In your Posit Cloud foundations project — go to programs > module_programs > and open up the m14-moderation.qmd analysis notebook. At the bottom of the notebook, do the work to examine the assumptions of the moderation model using the Module 17 handout and the guidelines listed below. Submit a one page summary of your assessment to receive credit for this activity.
Guidelines for assessment:
Linearity and Additivity:
Objective: Evaluate if the relationship between the predictors (wif_twin2 and zyg) and the outcome (wif_twin1) is linear and additive.
Action: Create a Fitted Values vs. Residuals plot by plotting the fitted values (
.fitted) on the x-axis and the residuals (.resid) on the y-axis.Interpretation: Look for any clear patterns or curvature in the plot. The residuals should scatter randomly around the zero line, and the spread of residuals should remain constant across the fitted values.
Questions to consider:
Is there a clear non-linear trend or systematic pattern?
Are the residuals evenly spread across the range of fitted values, or do they show increasing/decreasing variance?
Equal Variance of Errors (Homoscedasticity):
Objective: Assess if the variance of the residuals is constant across all levels of the predictor variables.
Action: Use the Fitted Values vs. Residuals plot created earlier.
Interpretation: Check if the residuals show constant variability across the fitted values. If the residuals form a funnel shape (narrow at one end, wide at the other), it indicates heteroscedasticity.
Questions to consider:
Do the residuals appear randomly scattered?
Is there evidence of increasing or decreasing variability in the residuals as fitted values increase?
Normality of Errors:
Objective: Determine if the residuals follow a normal distribution.
Action: Create a histogram of the residuals and check for a bell-shaped curve.
Interpretation: The residuals should roughly follow a normal distribution. Slight deviations from normality are generally acceptable, but significant skewness or kurtosis may suggest the need for transformation.
Questions to consider:
- Does the histogram of residuals resemble a normal distribution?
Outliers:
Objective: Identify any influential outliers that may have an undue impact on the regression model’s estimates.
Action: Create a Residuals vs. Leverage plot and examine Cook’s distance to detect points with both high leverage and large residuals. Observations with high Cook’s distance are potential influential cases that could affect the model’s performance.

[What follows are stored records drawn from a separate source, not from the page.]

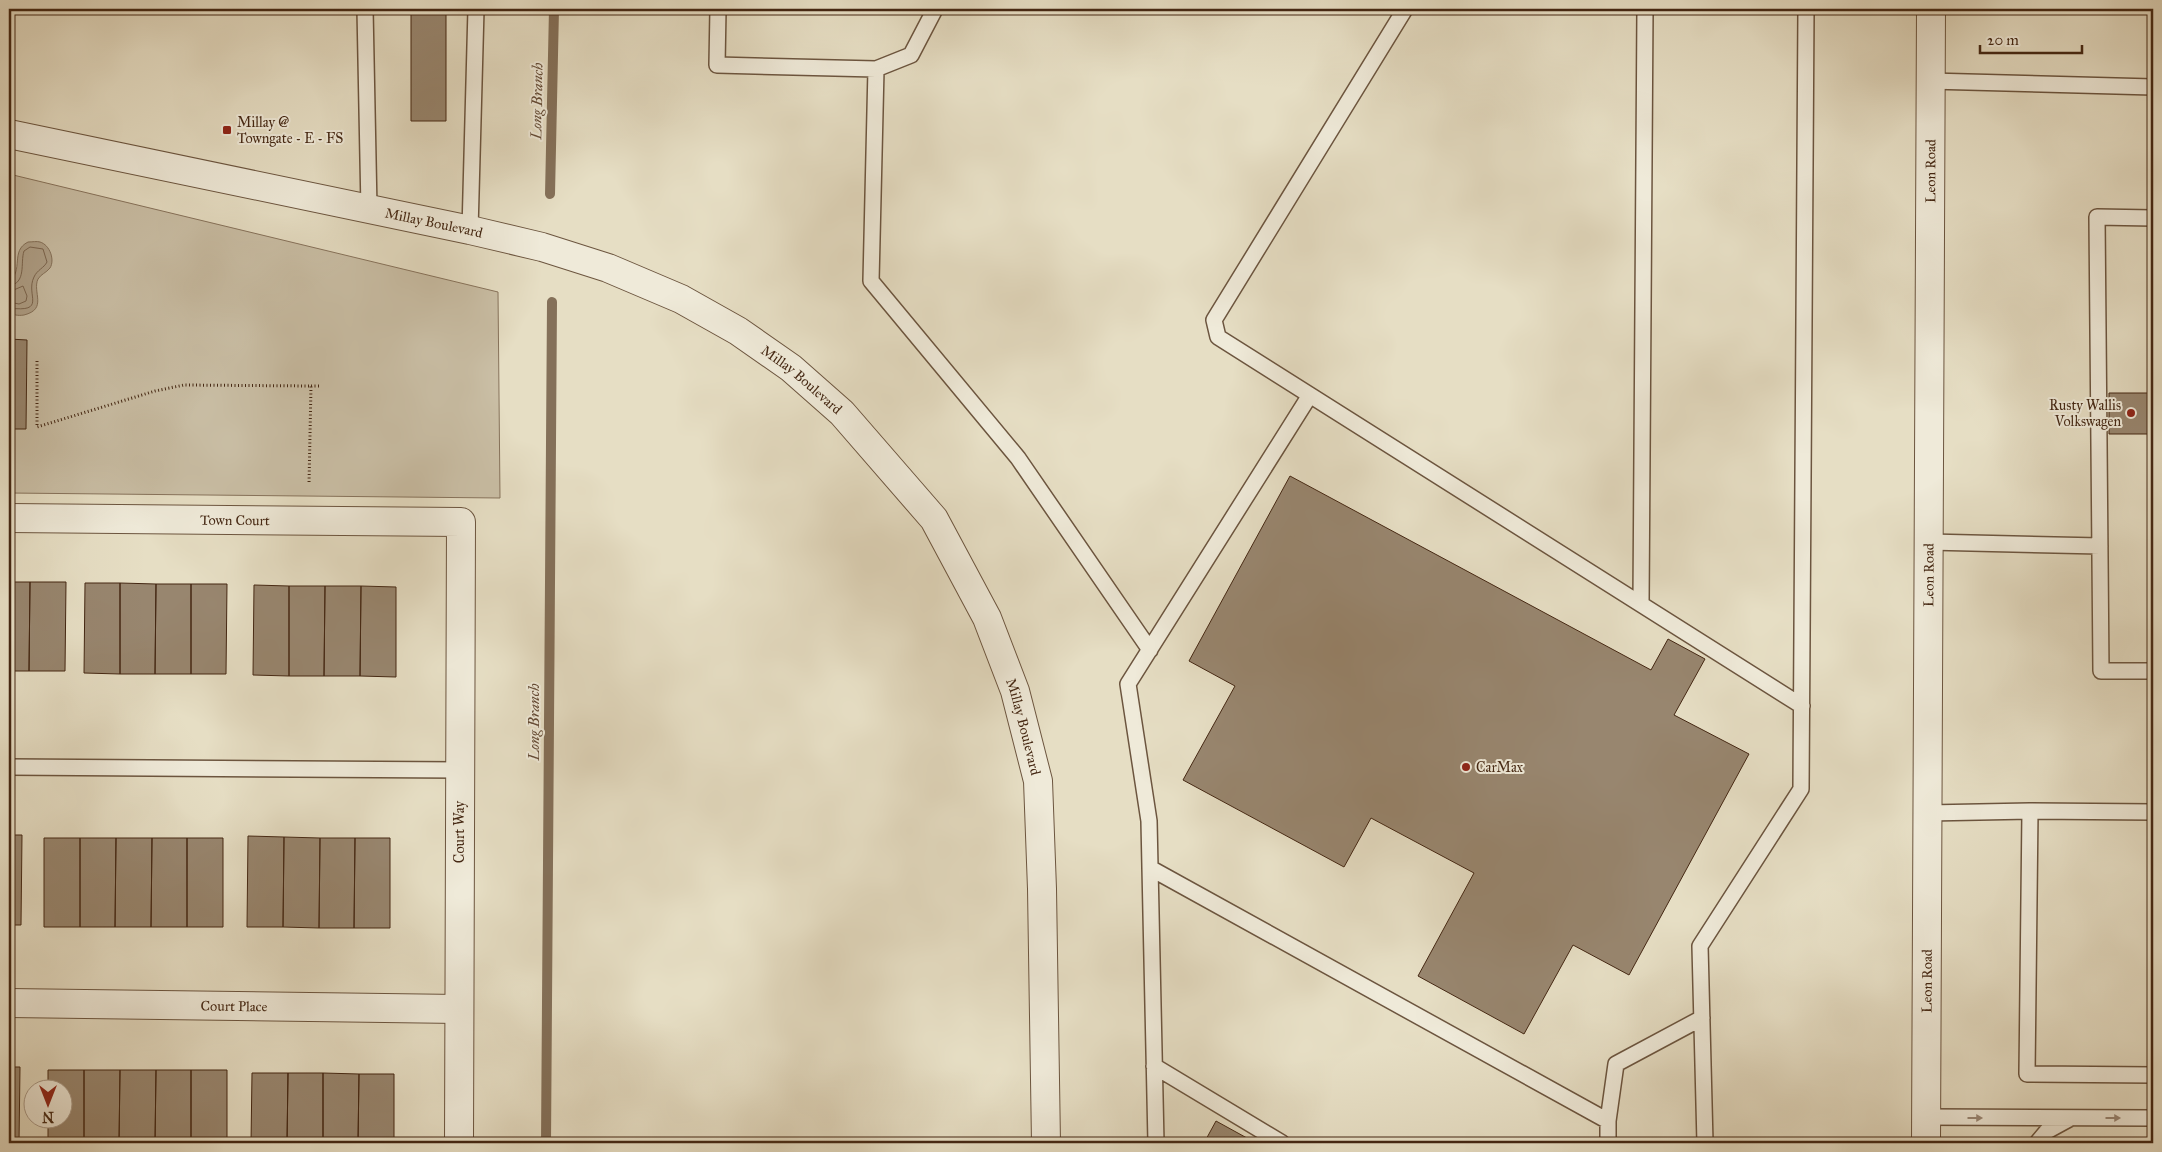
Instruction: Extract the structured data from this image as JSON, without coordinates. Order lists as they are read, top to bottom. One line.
{"streets":{"street":["Leon Road","Millay Boulevard","Town Court","Court Way","Court Place"]},"crossings":[["Town Court","Court Way"],["Court Way","Court Place"]],"water":["Long Branch"],"places":{"transit":["Millay @ Towngate - E - FS"],"other":["Rusty Wallis Volkswagen","CarMax"]},"scale_bar":"20 m","north":"bottom"}
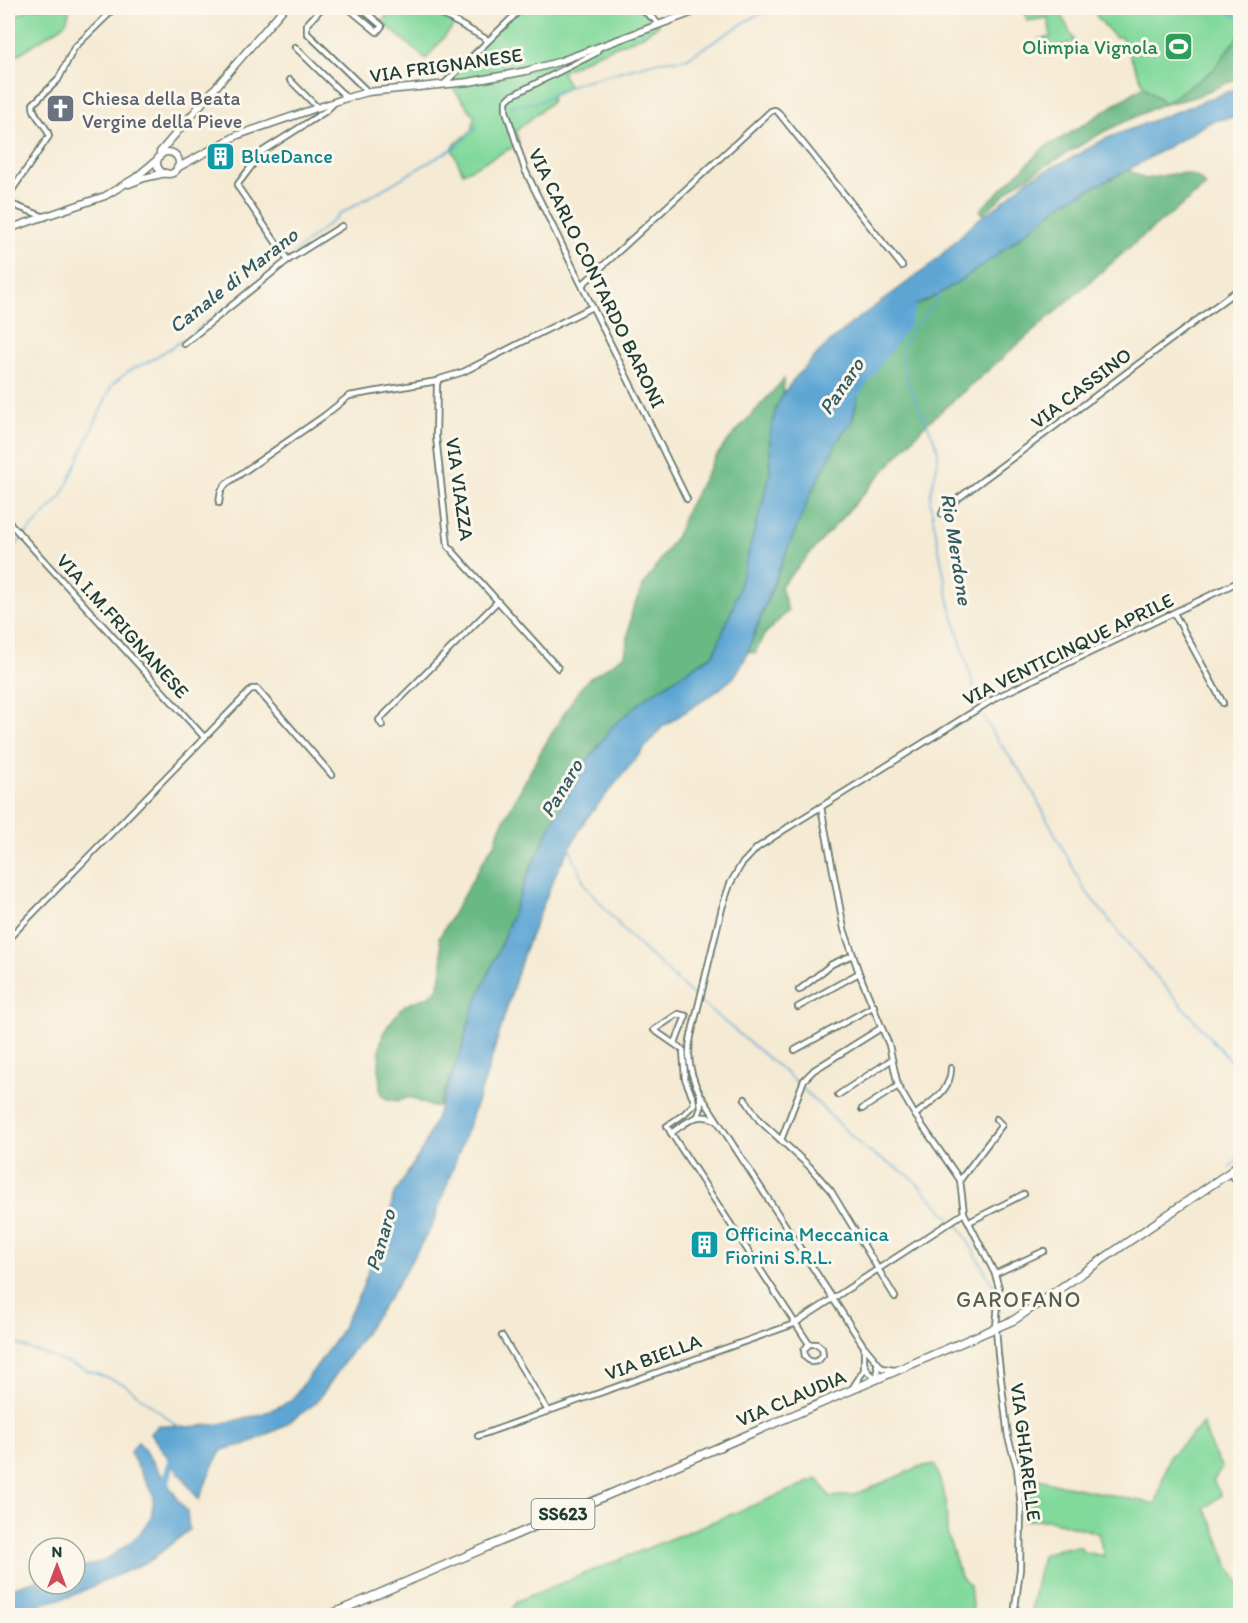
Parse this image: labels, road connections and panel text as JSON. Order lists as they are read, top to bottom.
{
  "streets": {
    "main road": ["VIA FRIGNANESE", "VIA CLAUDIA", "SS623"],
    "street": [
      "VIA CARLO CONTARDO BARONI",
      "VIA CASSINO",
      "VIA VIAZZA",
      "VIA I.M.FRIGNANESE",
      "VIA VENTICINQUE APRILE",
      "VIA BIELLA",
      "VIA GHIARELLE"
    ]
  },
  "crossings": [
    ["VIA FRIGNANESE", "VIA CARLO CONTARDO BARONI"],
    ["VIA CLAUDIA", "VIA GHIARELLE"]
  ],
  "districts": ["GAROFANO"],
  "water": ["Canale di Marano", "Panaro", "Rio Merdone"],
  "places": {
    "sports": ["Olimpia Vignola"],
    "church": ["Chiesa della Beata Vergine della Pieve"],
    "building": ["BlueDance", "Officina Meccanica Fiorini S.R.L."]
  },
  "north": "top"
}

Interpretation: In a well-fitted model, most observations should have low leverage and low residuals. Points with high leverage or large Cook’s distance should be examined for potential data entry errors or unique characteristics that could warrant special consideration.
Questions to consider:
Are there any points in the plot with both high leverage and large residuals?
Does any observation have a Cook’s distance larger than 1, indicating it might unduly influence the model?